What the task requires:
Go through the entries and tally the lines containing the word "Belok". Only the total is wanted.

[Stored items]
* * * * * * * * *
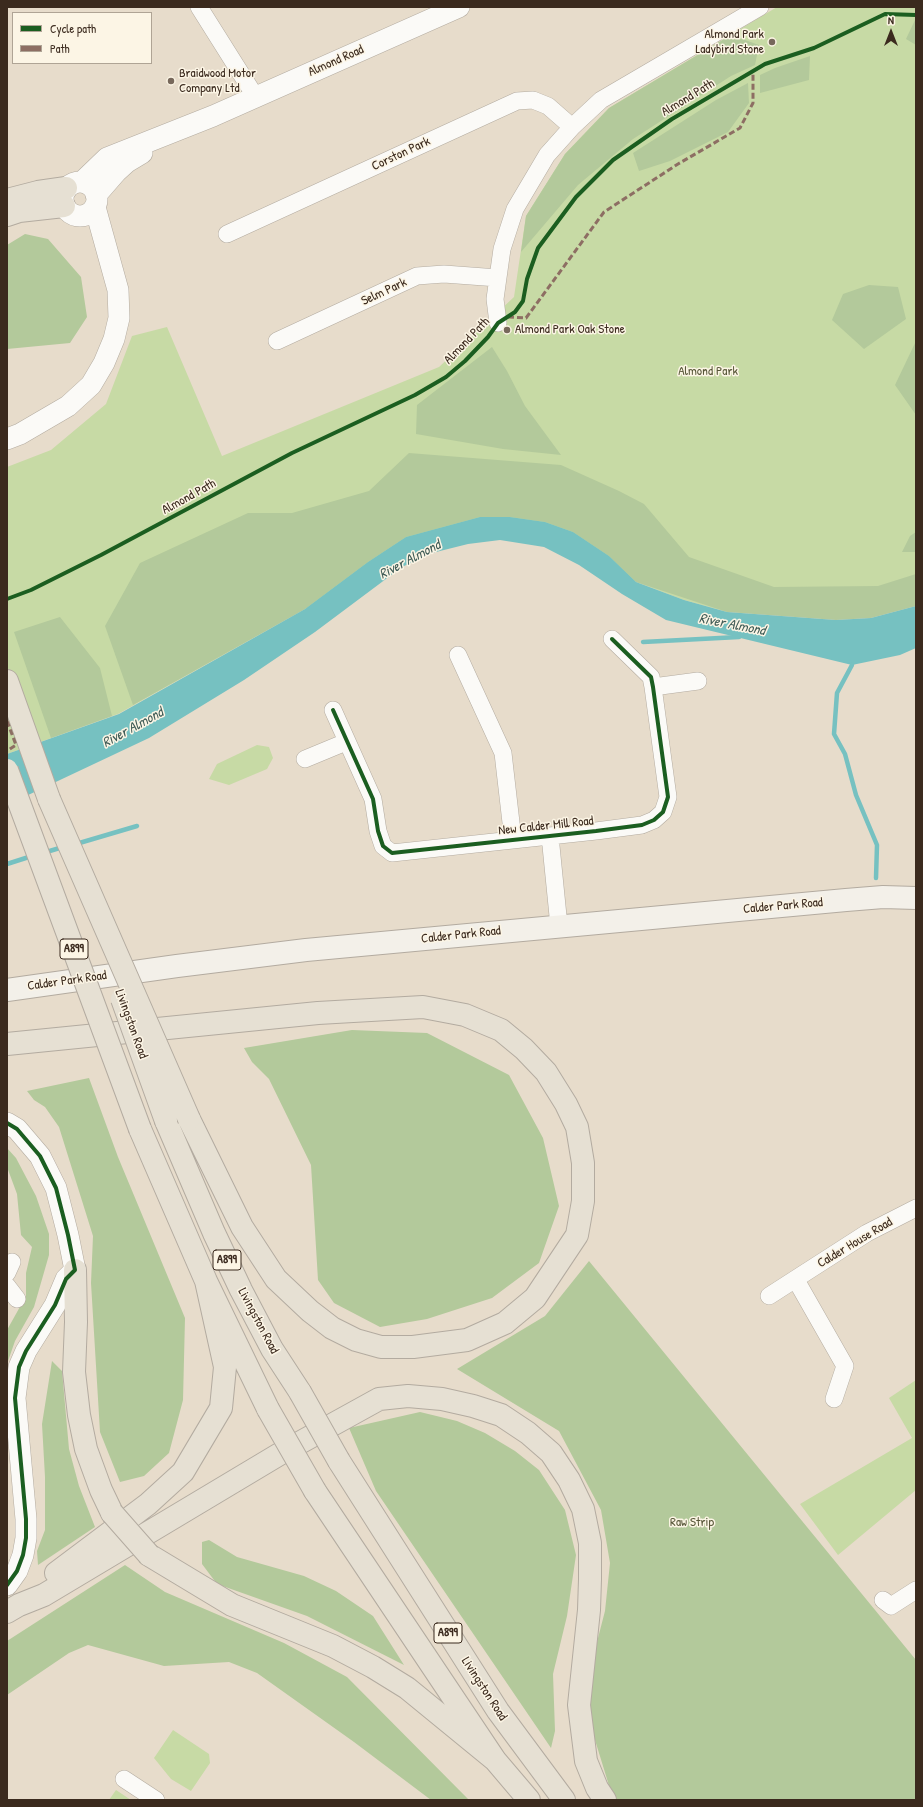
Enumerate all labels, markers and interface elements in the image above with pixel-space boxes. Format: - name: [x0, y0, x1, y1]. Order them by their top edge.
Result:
- legend: [12, 12, 152, 64]
- north arrow: [871, 12, 911, 52]
- text: N: [888, 13, 894, 27]
- text: Cycle path: [50, 20, 96, 37]
- place label: Almond Park Ladybird Stone: [695, 27, 764, 58]
- marker: Almond Park Ladybird Stone: [767, 37, 777, 47]
- text: Path: [50, 40, 70, 57]
- street label: Almond Road: [306, 42, 366, 80]
- place label: Braidwood Motor Company Ltd: [179, 66, 256, 97]
- marker: Braidwood Motor Company Ltd: [166, 76, 176, 86]
- street label: Almond Path: [659, 76, 717, 120]
- street label: Corston Park: [369, 134, 433, 174]
- street label: Selm Park: [359, 275, 409, 309]
- street label: Almond Path: [441, 314, 493, 368]
- place label: Almond Park Oak Stone: [515, 322, 625, 338]
- marker: Almond Park Oak Stone: [502, 325, 512, 335]
- park label: Almond Park: [678, 364, 738, 380]
- street label: Almond Path: [159, 476, 219, 518]
- water label: River Almond: [377, 537, 443, 583]
- water label: River Almond: [698, 610, 766, 640]
- water label: River Almond: [100, 704, 166, 752]
- street label: New Calder Mill Road: [498, 813, 594, 839]
- street label: Calder Park Road: [742, 895, 824, 917]
- street label: Calder Park Road: [420, 923, 502, 947]
- road number: A899: [60, 939, 88, 959]
- street label: Calder Park Road: [26, 968, 108, 994]
- street label: Livingston Road: [111, 987, 151, 1061]
- street label: Calder House Road: [815, 1214, 895, 1272]
- road number: A899: [213, 1250, 241, 1270]
- street label: Livingston Road: [234, 1285, 282, 1357]
- park label: Raw Strip: [670, 1515, 714, 1531]
- road number: A899: [434, 1623, 462, 1643]
- street label: Livingston Road: [458, 1654, 510, 1724]

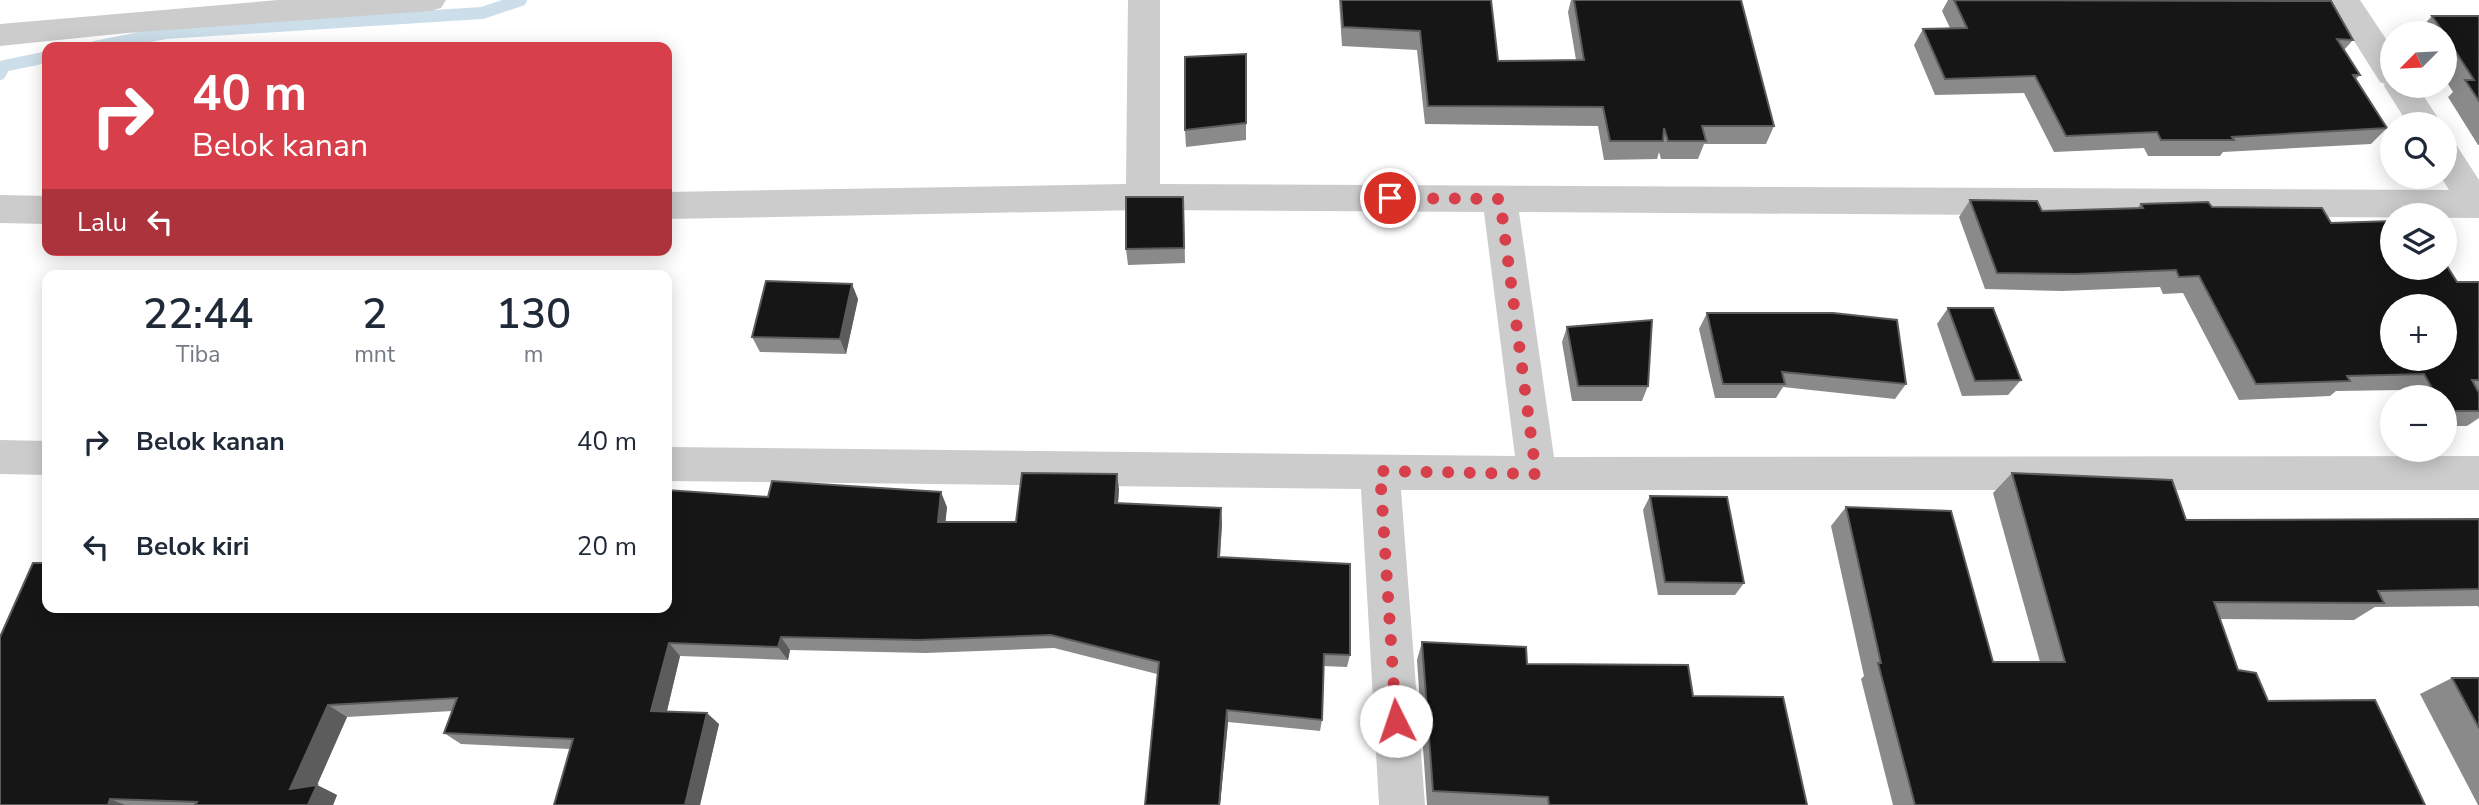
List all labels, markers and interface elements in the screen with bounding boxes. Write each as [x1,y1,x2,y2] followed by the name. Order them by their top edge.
[2380,21,2457,98] north arrow
[2380,21,2457,462] map controls
[192,60,307,127] text: 40 m
[77,70,168,161] icon: right
[2380,112,2457,189] button: search
[192,124,368,167] text: Belok kanan
[1360,168,1420,228] pin
[1371,179,1409,217] icon: arrive
[141,203,179,241] icon: left
[2380,203,2457,280] button: layers
[77,205,127,240] text: Lalu
[143,286,253,343] text: 22:44
[362,286,387,343] text: 2
[496,286,571,343] text: 130
[2380,294,2457,371] button: +
[176,339,220,370] text: Tiba
[354,339,395,370] text: mnt
[524,339,543,370] text: m
[2380,385,2457,462] button: −
[77,423,115,461] icon: right
[136,424,285,459] text: Belok kanan
[577,424,637,459] text: 40 m
[77,528,115,566] icon: left
[136,529,249,564] text: Belok kiri
[577,529,637,564] text: 20 m
[1359,684,1433,758] position arrow

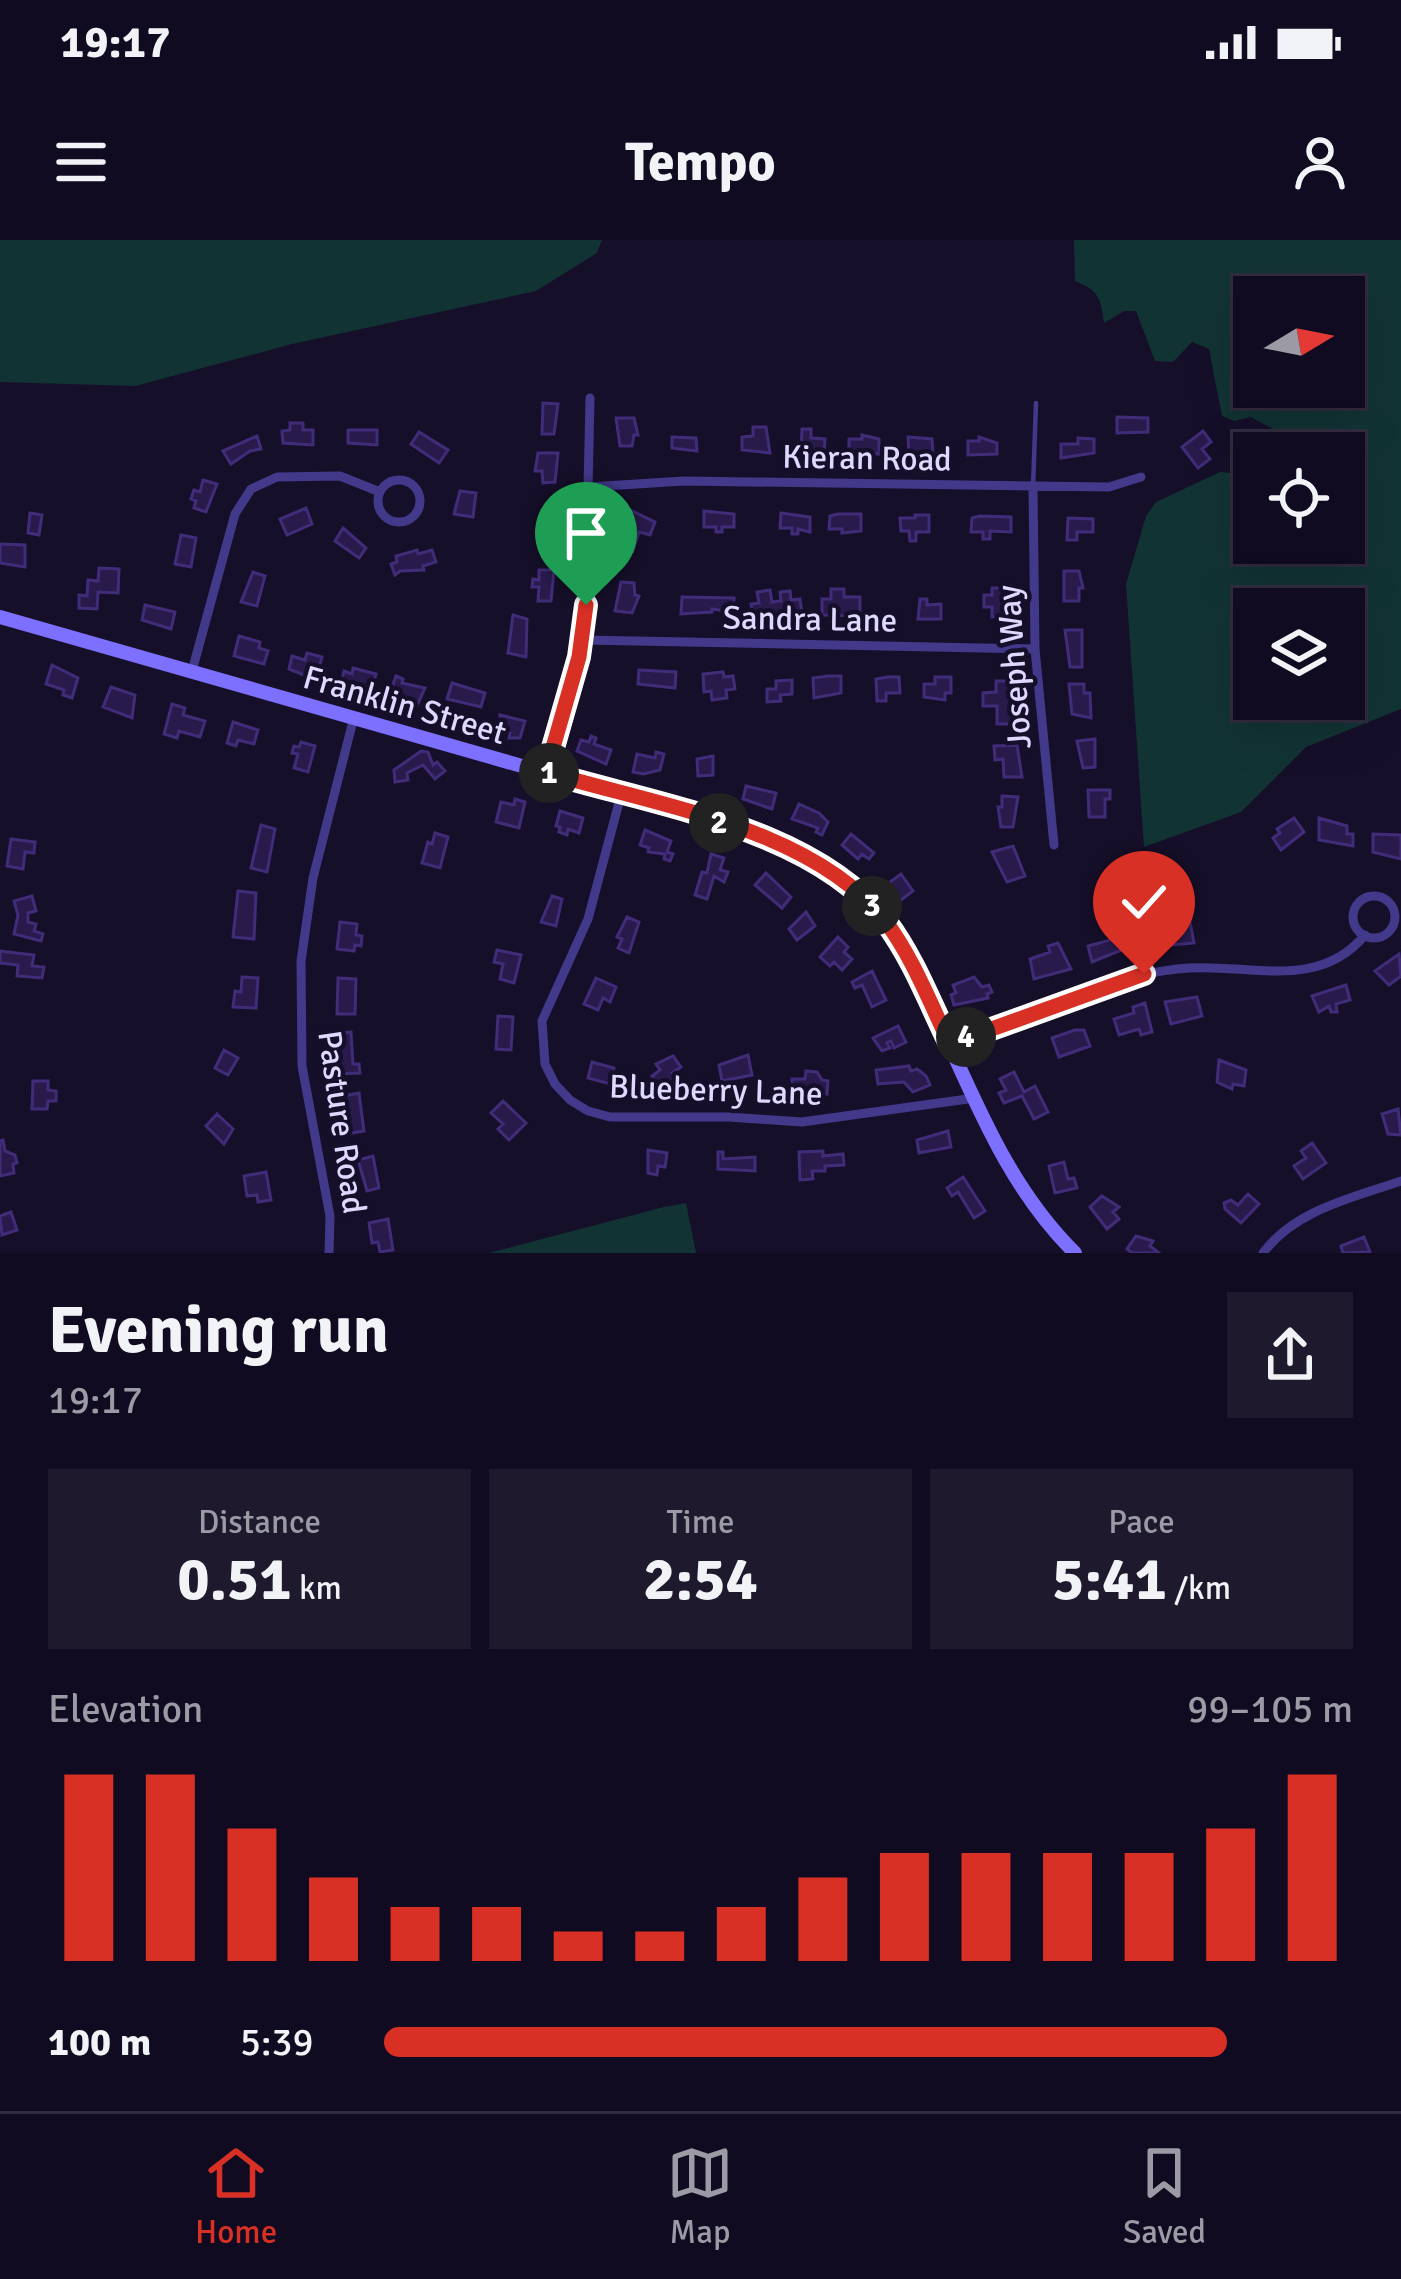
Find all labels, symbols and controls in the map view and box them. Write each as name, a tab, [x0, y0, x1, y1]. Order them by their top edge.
text: 19:17	[60, 15, 170, 70]
icon: menu	[48, 129, 114, 195]
text: Tempo	[625, 129, 776, 196]
icon: person	[1287, 129, 1353, 195]
north arrow	[1233, 276, 1365, 408]
map controls	[1233, 276, 1365, 720]
button: locate	[1233, 432, 1365, 564]
street label: Kieran Road	[782, 437, 952, 480]
pin	[535, 482, 637, 605]
icon: arrive	[553, 500, 619, 566]
street label: Joseph Way	[988, 583, 1041, 750]
button: layers	[1233, 588, 1365, 720]
street label: Sandra Lane	[722, 597, 898, 642]
street label: Franklin Street	[299, 657, 511, 754]
pin: 1	[519, 743, 579, 803]
text: 1	[540, 752, 558, 793]
pin: 2	[689, 793, 749, 853]
text: 2	[710, 802, 728, 843]
pin	[1093, 851, 1195, 974]
icon: check	[1111, 869, 1177, 935]
pin: 3	[842, 876, 902, 936]
text: 3	[863, 885, 881, 926]
pin: 4	[936, 1007, 996, 1067]
text: 4	[957, 1016, 975, 1057]
street label: Pasture Road	[308, 1028, 375, 1217]
street label: Blueberry Lane	[608, 1066, 823, 1115]
text: Evening run	[48, 1290, 389, 1371]
button: share	[1227, 1292, 1353, 1418]
text: 19:17	[48, 1376, 143, 1424]
text: Distance	[198, 1502, 321, 1543]
text: Time	[667, 1502, 735, 1543]
text: Pace	[1108, 1502, 1175, 1543]
text: 0.51	[177, 1543, 292, 1617]
text: 2:54	[643, 1543, 758, 1617]
text: 5:41	[1052, 1543, 1167, 1617]
text: km	[292, 1568, 342, 1609]
text: /km	[1167, 1568, 1231, 1609]
text: Elevation	[48, 1685, 203, 1733]
text: 99–105 m	[1187, 1685, 1353, 1733]
text: 100 m	[48, 2018, 151, 2066]
text: 5:39	[240, 2018, 314, 2066]
tab: Home	[195, 2140, 277, 2253]
tab: Map	[667, 2140, 733, 2253]
tab: Saved	[1123, 2140, 1206, 2253]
* * * * * * * * *
Output:
3